Headline earnings in the prior comparable period was R2.9bn, so this suggests the group may achieve headline earnings for this period of up to R870m (70% less).
Now, we cannot directly compare profit before tax to headline earnings because there are adjustments in the middle, but we can make a simplifying assumption that profit after tax approximates headline earnings.
A quick calc looks like this:
- Loss before tax of R404m equates to roughly R291m loss after tax (it improves because the loss can be offset against future profits for tax – don’t lose any sleep over understanding this)
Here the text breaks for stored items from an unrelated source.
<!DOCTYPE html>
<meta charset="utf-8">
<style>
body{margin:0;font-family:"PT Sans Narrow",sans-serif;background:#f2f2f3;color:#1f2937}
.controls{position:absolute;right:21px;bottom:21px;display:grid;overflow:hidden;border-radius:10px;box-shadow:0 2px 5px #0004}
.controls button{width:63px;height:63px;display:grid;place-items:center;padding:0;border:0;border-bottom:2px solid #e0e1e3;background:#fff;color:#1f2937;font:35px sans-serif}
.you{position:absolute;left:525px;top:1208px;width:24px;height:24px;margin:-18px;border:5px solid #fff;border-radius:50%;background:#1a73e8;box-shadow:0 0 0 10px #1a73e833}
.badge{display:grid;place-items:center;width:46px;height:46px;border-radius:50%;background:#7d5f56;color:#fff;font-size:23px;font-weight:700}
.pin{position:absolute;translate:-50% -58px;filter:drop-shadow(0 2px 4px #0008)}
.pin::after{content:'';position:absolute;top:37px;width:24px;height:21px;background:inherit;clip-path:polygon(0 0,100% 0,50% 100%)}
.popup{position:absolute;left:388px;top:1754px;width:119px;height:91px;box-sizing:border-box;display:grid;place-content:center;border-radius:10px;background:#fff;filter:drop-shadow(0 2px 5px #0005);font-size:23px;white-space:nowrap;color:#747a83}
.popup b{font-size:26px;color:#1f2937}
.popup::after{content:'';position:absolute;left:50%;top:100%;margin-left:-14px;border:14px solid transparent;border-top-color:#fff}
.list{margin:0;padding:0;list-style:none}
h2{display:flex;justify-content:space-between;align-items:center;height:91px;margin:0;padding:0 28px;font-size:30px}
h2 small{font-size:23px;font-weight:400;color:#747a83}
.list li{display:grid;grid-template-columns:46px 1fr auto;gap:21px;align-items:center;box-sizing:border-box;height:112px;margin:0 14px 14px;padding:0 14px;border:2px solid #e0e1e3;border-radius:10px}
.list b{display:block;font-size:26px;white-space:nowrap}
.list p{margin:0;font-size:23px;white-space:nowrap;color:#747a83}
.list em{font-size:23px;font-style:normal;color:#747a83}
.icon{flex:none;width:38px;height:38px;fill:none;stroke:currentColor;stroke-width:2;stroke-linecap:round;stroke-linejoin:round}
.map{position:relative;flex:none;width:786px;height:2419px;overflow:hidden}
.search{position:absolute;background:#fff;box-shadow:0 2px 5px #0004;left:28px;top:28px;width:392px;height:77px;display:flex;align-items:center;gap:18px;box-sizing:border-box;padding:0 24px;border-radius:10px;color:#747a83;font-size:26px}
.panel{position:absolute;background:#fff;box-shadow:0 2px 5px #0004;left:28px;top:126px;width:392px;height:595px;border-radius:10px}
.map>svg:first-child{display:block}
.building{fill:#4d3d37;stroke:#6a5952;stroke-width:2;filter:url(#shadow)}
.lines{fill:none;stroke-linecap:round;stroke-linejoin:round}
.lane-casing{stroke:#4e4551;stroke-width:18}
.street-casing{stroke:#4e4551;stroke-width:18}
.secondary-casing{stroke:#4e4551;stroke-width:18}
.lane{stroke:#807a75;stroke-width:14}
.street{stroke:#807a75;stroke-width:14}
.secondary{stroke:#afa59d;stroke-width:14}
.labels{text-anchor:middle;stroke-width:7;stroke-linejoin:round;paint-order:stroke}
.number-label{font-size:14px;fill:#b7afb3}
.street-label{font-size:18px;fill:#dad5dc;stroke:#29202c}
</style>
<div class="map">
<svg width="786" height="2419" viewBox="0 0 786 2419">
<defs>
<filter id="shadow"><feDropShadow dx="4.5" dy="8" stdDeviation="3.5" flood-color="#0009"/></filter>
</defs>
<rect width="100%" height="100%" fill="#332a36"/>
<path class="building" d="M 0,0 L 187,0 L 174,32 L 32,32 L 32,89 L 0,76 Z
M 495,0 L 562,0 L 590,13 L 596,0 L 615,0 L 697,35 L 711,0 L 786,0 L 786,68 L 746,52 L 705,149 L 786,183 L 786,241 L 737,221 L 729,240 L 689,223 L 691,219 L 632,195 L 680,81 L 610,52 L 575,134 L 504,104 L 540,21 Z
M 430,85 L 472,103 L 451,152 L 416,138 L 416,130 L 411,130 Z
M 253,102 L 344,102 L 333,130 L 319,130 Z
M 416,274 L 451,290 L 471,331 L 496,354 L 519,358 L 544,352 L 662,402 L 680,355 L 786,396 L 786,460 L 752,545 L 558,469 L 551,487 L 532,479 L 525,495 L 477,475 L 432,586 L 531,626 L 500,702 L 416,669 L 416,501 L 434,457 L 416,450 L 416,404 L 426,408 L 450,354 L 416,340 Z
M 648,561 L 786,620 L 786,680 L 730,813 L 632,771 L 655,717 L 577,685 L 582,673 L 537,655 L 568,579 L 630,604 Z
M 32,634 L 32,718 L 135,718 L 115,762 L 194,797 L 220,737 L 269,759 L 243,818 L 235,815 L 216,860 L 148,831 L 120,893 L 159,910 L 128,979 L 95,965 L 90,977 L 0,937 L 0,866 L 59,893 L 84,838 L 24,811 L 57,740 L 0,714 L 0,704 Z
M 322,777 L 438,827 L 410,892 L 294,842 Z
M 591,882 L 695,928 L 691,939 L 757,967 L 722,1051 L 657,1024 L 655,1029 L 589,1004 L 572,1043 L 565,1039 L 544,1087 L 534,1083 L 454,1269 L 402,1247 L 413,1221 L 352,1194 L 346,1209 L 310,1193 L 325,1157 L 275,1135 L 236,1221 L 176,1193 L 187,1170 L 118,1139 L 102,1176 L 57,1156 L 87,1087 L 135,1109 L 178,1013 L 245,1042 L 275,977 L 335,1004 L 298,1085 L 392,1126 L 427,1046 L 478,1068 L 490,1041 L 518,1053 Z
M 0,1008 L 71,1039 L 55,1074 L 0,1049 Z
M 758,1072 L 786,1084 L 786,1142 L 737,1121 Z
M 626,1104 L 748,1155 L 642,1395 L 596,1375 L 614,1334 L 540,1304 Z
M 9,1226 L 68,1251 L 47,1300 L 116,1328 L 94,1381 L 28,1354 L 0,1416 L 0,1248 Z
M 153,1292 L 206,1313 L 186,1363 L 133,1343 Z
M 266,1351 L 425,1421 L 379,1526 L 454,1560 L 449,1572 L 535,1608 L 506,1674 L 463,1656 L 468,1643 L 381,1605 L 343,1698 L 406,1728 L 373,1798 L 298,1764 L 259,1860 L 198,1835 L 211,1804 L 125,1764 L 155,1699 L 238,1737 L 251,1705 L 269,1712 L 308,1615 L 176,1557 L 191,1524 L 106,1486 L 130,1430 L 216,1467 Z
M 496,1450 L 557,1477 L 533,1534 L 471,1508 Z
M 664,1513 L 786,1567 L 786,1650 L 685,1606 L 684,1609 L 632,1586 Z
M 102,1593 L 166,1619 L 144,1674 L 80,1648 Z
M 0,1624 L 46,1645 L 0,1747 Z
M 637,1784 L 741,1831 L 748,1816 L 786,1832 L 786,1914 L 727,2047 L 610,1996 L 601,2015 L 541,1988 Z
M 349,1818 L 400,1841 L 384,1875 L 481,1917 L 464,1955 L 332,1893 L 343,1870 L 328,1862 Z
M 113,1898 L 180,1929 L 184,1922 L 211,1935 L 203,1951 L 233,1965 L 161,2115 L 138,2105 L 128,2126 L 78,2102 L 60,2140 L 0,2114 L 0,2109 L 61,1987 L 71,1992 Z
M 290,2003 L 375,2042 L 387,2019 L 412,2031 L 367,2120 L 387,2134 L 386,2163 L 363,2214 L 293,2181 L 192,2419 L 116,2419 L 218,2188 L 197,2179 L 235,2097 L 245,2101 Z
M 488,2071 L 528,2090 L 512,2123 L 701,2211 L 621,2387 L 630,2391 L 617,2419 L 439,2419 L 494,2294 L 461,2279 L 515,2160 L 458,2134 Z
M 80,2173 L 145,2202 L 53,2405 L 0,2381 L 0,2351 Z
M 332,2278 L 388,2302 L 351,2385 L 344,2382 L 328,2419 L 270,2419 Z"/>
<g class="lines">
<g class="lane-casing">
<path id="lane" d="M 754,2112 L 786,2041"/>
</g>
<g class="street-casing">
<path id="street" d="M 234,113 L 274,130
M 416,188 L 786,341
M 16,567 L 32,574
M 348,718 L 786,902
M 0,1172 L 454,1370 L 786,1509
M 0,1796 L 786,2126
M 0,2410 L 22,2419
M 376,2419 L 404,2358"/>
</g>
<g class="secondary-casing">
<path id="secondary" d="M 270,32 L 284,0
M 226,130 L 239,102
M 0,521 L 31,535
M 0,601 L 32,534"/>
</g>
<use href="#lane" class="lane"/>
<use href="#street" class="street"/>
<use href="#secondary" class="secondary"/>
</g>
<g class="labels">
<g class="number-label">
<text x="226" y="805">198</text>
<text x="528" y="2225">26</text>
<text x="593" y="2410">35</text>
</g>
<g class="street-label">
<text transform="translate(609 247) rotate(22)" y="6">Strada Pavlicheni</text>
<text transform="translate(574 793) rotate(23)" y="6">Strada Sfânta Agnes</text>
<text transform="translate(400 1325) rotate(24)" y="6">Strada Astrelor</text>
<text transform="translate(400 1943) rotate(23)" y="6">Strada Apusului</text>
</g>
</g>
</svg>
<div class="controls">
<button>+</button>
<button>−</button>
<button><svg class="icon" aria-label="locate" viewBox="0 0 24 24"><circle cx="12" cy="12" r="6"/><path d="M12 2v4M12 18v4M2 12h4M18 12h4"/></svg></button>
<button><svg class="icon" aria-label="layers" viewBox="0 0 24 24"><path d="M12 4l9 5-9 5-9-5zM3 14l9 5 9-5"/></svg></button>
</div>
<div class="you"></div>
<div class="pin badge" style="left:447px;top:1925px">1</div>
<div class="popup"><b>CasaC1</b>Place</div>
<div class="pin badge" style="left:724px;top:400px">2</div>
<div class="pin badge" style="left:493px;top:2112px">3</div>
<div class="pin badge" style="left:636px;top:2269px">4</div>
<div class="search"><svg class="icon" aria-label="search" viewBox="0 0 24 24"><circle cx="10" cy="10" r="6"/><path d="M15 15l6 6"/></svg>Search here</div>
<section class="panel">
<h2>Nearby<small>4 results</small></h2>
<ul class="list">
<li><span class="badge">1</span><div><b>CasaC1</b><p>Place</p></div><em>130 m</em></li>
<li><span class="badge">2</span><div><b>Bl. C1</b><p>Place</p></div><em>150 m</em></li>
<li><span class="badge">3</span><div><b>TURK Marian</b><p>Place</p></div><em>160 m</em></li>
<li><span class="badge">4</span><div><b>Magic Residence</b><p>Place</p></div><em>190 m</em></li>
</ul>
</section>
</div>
- To achieve profit after tax of R870m, Capitec must achieve R1.16bn profit after tax for the quarter from June to August to offset the R291m loss
I know Capitec said “more than 70%” and so that’s the best possible result, but even putting 70% into the market feels extremely reckless to me. I don’t believe for one second that a R1.16bn profit after tax for June to August is possible, unless they relax the credit provisions and become less conservative about the risk of default.
A further read of the trading update shows just how good the stuff is in Stellenbosch that this management team is smoking. They expect that “results for the second half of the year could normalize” which is enough for me to never buy Capitec shares again.
Our unemployment rate is rocketing. People have no money and too much debt. There are no jobs for the people getting retrenched. It’s terrible out there.
But hey, Capitec will normalize. Also, I’m the Tooth Fairy, not just the Finance Ghost.
I bought Capitec in the March dip and I sold it after Tito’s hippopotamus speech for a small gain, as I decided to shift more of my equity exposure offshore.. Thank goodness I did. You’ll never again see Capitec in my brokerage account.
It’s one thing when a business is under pressure. It’s another altogether when management puts reckless commentary into the market and treats us like fools.